The 3-week abandonment rule
If 21 consecutive days pass without me proactively dedicating a single minute to it, it means my brain has already discarded it, even if my ego won't admit it. Archive it. No drama.
4. The Compost: document and let go
When a project dies — whether because it bloomed (fulfilled its objective) or because it didn't pass the minimum metrics — I do a quick closing. I open Obsidian and write down:
- What I learned (tools, concepts, decisions)
- Why it stopped (bloomed, abandoned, pivoted, no longer makes sense)
- What I'm taking with me (reusable code, contacts, ideas for another project)
And I clear it from my head. That's the compost: what I learned from a dead project feeds the next one.
A concrete example: I built a Slack bot to manage vacations as a standalone project. It worked, the MVP was ready. But when I started building a more complete SaaS that included that same functionality, the standalone bot stopped making sense as a commercial product. Instead of dragging it along out of ego ("but it's already built..."), I released it as open source. What I learned about the Slack API, about approval workflows, about designing interactive modals — all of that went directly into the bigger project. The bot found a new purpose. Its knowledge never died.
The daily practice: from framework to routine
A framework that doesn't get executed is LinkedIn philosophy. For Agave to actually work, it needs a minimal ritual. Mine is ridiculously simple:
Every Monday (5-10 minutes): I open a note in Obsidian and answer three things:
- What did I accomplish last week?
- What are my 1-2 active projects this week?
- What are my 3-5 concrete tasks? (Maximum 5. If they don't fit, I'm trying to do too much.)
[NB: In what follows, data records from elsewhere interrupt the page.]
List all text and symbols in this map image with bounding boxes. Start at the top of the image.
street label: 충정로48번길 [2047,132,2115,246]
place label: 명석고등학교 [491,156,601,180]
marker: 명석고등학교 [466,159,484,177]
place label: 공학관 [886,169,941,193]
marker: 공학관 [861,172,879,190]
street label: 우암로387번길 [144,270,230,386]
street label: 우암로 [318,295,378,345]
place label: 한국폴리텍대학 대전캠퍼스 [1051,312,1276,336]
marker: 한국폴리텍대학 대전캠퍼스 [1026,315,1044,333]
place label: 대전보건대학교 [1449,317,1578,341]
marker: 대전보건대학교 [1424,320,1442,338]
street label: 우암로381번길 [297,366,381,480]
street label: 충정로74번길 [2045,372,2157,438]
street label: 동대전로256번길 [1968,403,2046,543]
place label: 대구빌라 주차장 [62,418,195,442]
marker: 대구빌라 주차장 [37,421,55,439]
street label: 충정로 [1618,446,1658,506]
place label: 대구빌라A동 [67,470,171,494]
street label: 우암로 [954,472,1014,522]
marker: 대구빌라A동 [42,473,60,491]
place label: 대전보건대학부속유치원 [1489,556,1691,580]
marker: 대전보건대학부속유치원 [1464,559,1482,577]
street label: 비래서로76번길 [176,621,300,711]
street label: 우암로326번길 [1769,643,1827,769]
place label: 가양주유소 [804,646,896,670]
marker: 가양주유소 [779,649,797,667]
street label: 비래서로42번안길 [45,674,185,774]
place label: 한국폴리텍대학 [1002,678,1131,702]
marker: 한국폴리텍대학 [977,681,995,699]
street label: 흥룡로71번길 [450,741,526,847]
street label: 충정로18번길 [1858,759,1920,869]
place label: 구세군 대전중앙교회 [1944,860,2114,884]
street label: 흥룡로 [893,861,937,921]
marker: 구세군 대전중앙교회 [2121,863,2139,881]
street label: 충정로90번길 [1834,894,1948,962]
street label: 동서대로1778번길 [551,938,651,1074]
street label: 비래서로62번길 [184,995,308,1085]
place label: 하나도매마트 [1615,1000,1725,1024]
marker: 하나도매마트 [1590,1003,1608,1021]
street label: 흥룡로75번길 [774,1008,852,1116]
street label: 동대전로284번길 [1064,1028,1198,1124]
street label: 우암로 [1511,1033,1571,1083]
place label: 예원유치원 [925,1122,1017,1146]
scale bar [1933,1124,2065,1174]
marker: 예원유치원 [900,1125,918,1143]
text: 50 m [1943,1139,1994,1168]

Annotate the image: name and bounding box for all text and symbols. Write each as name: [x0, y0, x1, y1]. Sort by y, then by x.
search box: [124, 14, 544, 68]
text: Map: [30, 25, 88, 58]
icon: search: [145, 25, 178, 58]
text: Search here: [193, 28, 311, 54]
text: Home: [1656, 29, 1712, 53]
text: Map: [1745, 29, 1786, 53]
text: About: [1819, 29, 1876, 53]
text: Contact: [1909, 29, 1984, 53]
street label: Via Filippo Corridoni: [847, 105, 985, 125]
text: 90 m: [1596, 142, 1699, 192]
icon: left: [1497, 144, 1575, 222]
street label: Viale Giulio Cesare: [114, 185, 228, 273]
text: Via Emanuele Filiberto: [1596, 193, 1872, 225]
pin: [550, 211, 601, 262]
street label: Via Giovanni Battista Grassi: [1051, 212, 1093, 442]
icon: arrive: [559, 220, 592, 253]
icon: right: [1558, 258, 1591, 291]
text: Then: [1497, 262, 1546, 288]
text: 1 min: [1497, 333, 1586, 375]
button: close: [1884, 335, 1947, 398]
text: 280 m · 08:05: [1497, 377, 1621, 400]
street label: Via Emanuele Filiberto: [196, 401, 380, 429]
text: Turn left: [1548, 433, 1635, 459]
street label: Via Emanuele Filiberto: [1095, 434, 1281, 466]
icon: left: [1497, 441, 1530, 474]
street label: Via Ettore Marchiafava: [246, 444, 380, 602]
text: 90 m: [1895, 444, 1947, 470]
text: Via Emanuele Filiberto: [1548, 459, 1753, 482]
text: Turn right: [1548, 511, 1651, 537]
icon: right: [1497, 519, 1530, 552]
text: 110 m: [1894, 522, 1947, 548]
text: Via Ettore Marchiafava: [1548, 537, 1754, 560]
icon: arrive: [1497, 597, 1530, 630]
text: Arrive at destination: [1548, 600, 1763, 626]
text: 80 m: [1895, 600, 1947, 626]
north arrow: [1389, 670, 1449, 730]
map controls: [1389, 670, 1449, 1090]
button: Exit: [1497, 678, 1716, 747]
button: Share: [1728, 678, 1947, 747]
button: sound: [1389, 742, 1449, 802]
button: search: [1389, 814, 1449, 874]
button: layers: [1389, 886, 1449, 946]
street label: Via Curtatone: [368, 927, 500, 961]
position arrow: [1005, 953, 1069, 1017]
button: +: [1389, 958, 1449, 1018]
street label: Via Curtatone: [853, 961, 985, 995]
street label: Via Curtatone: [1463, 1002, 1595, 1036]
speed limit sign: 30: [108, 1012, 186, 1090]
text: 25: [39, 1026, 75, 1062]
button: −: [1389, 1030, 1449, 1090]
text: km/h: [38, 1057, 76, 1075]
Every Friday (5 minutes): I write down what I did, what I learned, and what carries over to the next week. Archive the note.
That's it. No Kanban board, no sprint planning, no standup with myself. One weekly note that takes less time to fill out than making a coffee.
So far, so good
Right now I have eleven projects at different stages. Two are being actively watered. Three are in production on maintenance mode. Four are on conscious pause. And two have bloomed and are archived.
Before, those eleven projects would have given me anxiety. Now they give me curiosity. Because I know exactly which ones deserve my energy this week, which ones are waiting their turn, and which ones have already fulfilled their mission.
The agave doesn't stress about blooming. It grows, accumulates, and when the moment comes, it blooms. And if the moment never comes, well, it has some pretty nice leaves anyway.
How many side projects do you have collecting dust that deserve a proper closing?